Are you too nice for your own good? How people-pleasing feeds your loneliness
- Phil McAuliffe
- Jun 16
- 13 min read
Updated: Jun 19
Struggling to say no or put yourself first? As a reforming people-pleaser, I’ve been there—and I’ve got something that might help.
Hello my friend
I want to start by asking you a few questions:
Do you look at your day and see that it’s full of meetings and events that other people have put into your schedule?
Do you find yourself apologising for things that are not your fault?
Are you wracked with guilt at the mere thought of pushing back and saying no?
When socialising, are you consumed with thoughts about how other people perceive you?
Do you struggle to give someone honest feedback?
Do you feel horrible at the thought of putting your own needs first?

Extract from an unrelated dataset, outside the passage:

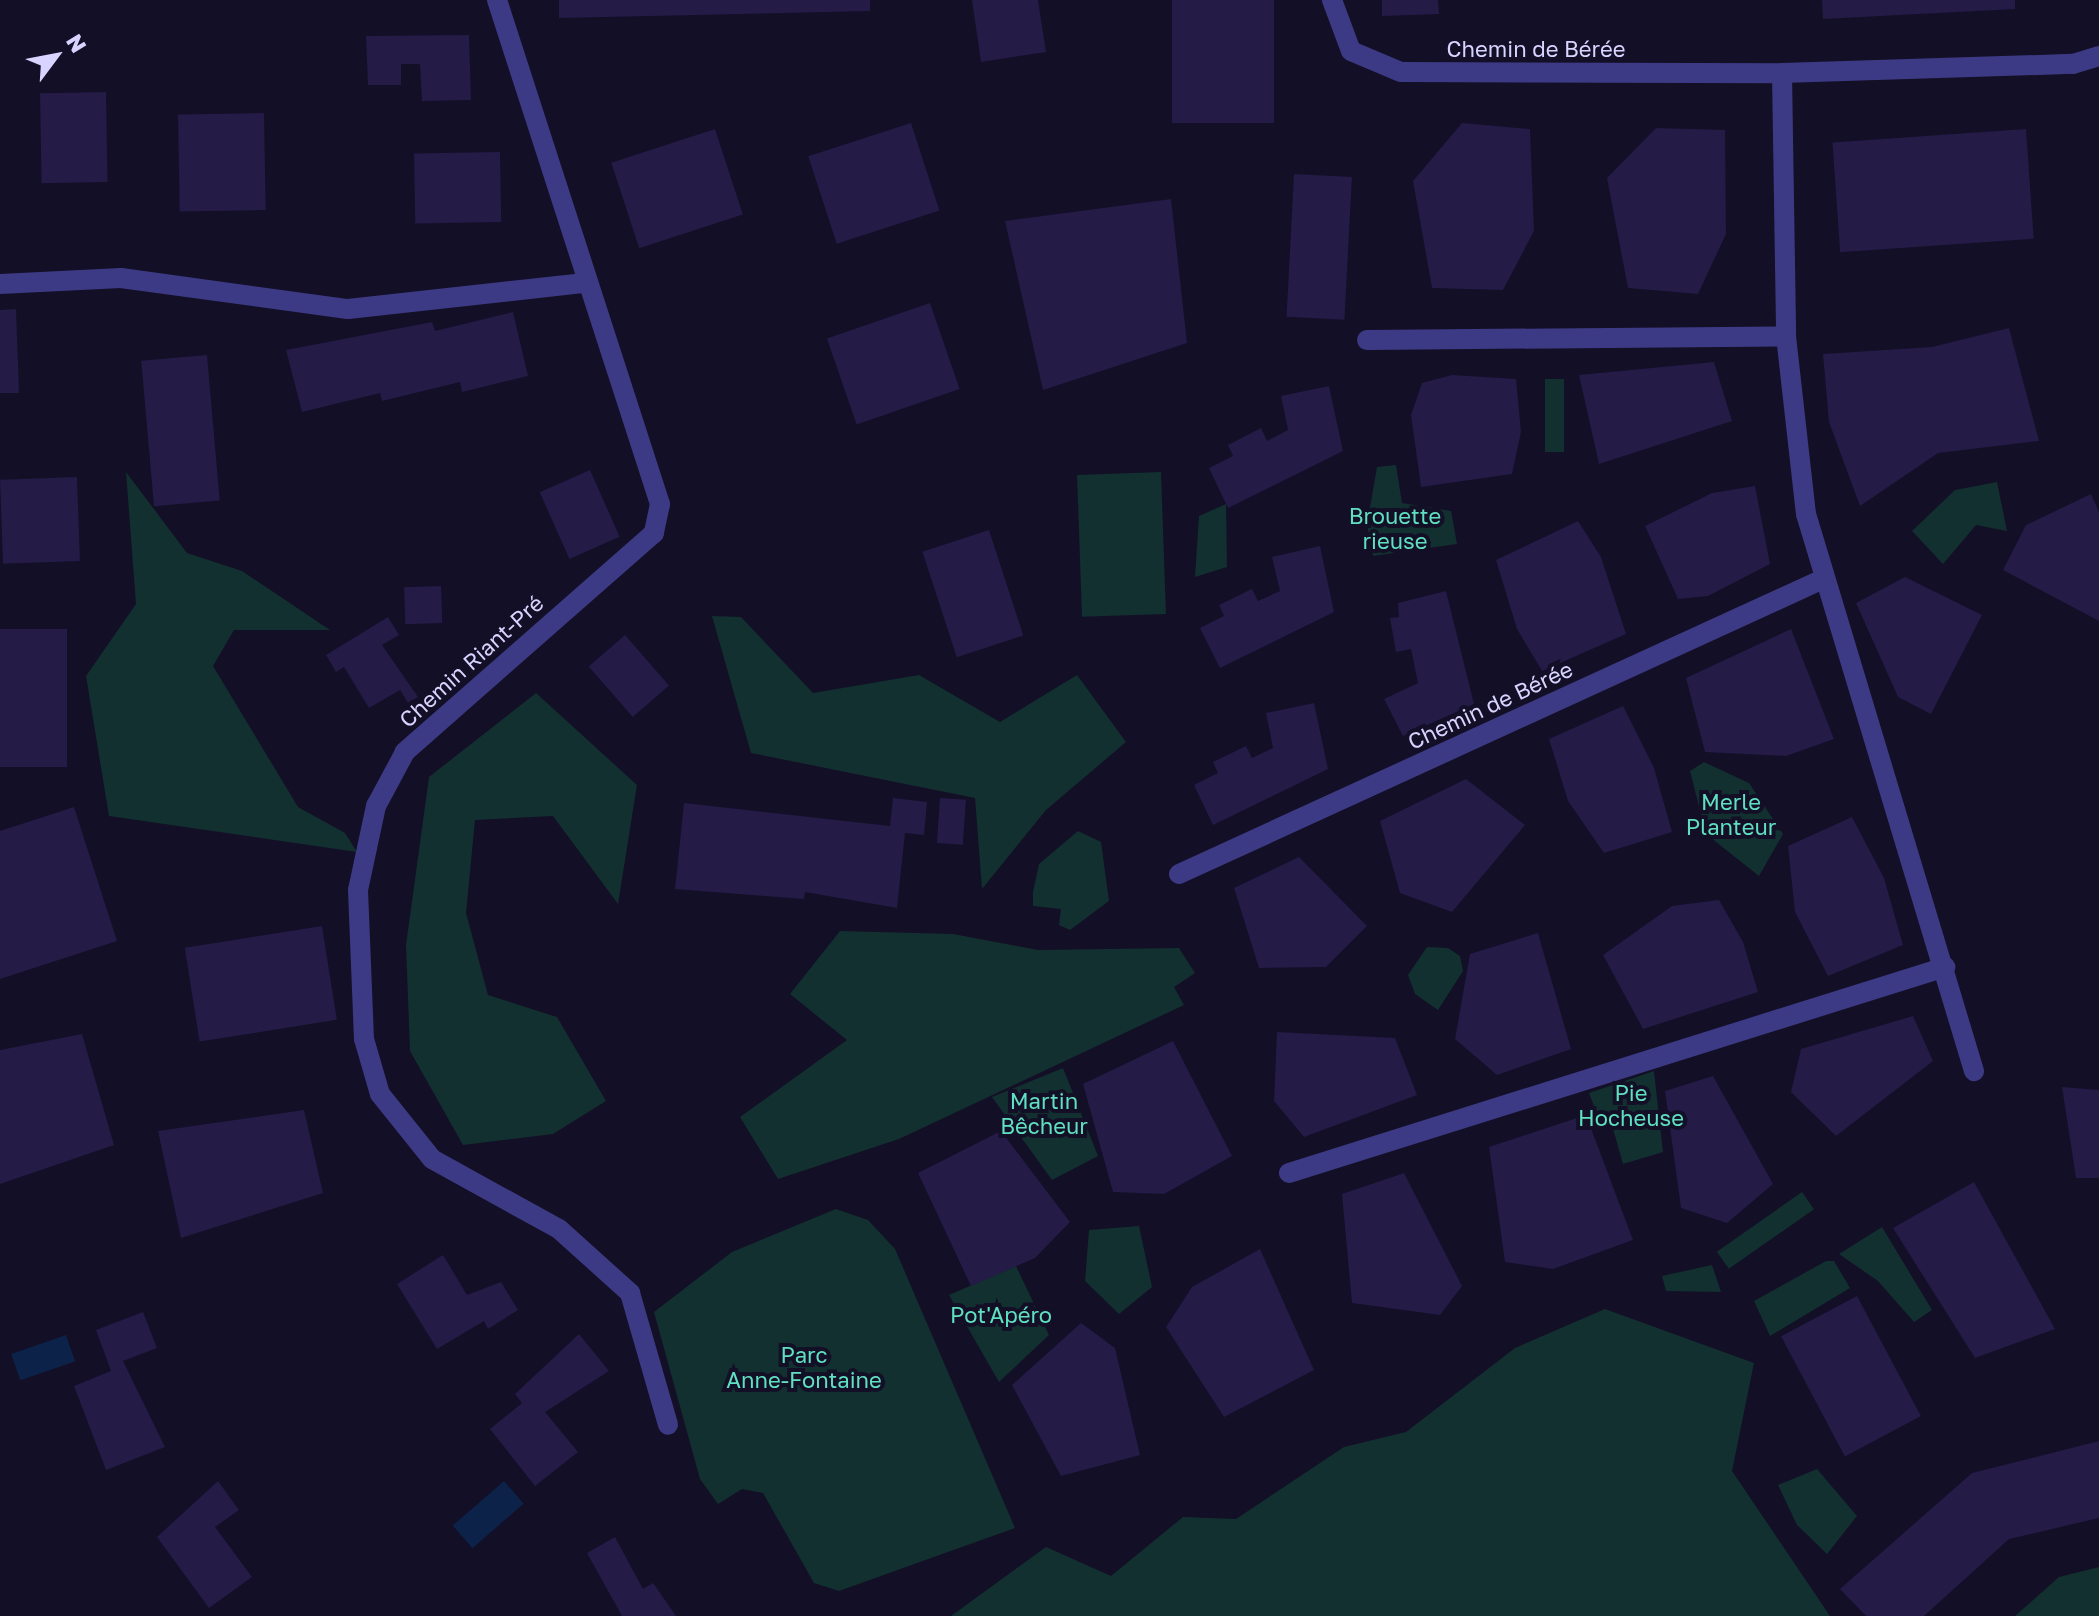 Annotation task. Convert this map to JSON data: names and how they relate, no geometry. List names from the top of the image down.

Fellow people pleasers, unite!
Come and join me for the next few minutes. I have some support for you if you know you need to wrestle back some time to prioritise yourself and are worried that it’ll upset the good order of everything – and everyone – around you.
The thing that needs no introduction: people-pleasing
I’m confident that you already know what people-pleasing is. Indeed, it’s hard to not know about people-pleasing when you live the definition daily.
But I’m nothing if not thorough – and the people-pleaser within me wants you to think good of me – so a definition is needed.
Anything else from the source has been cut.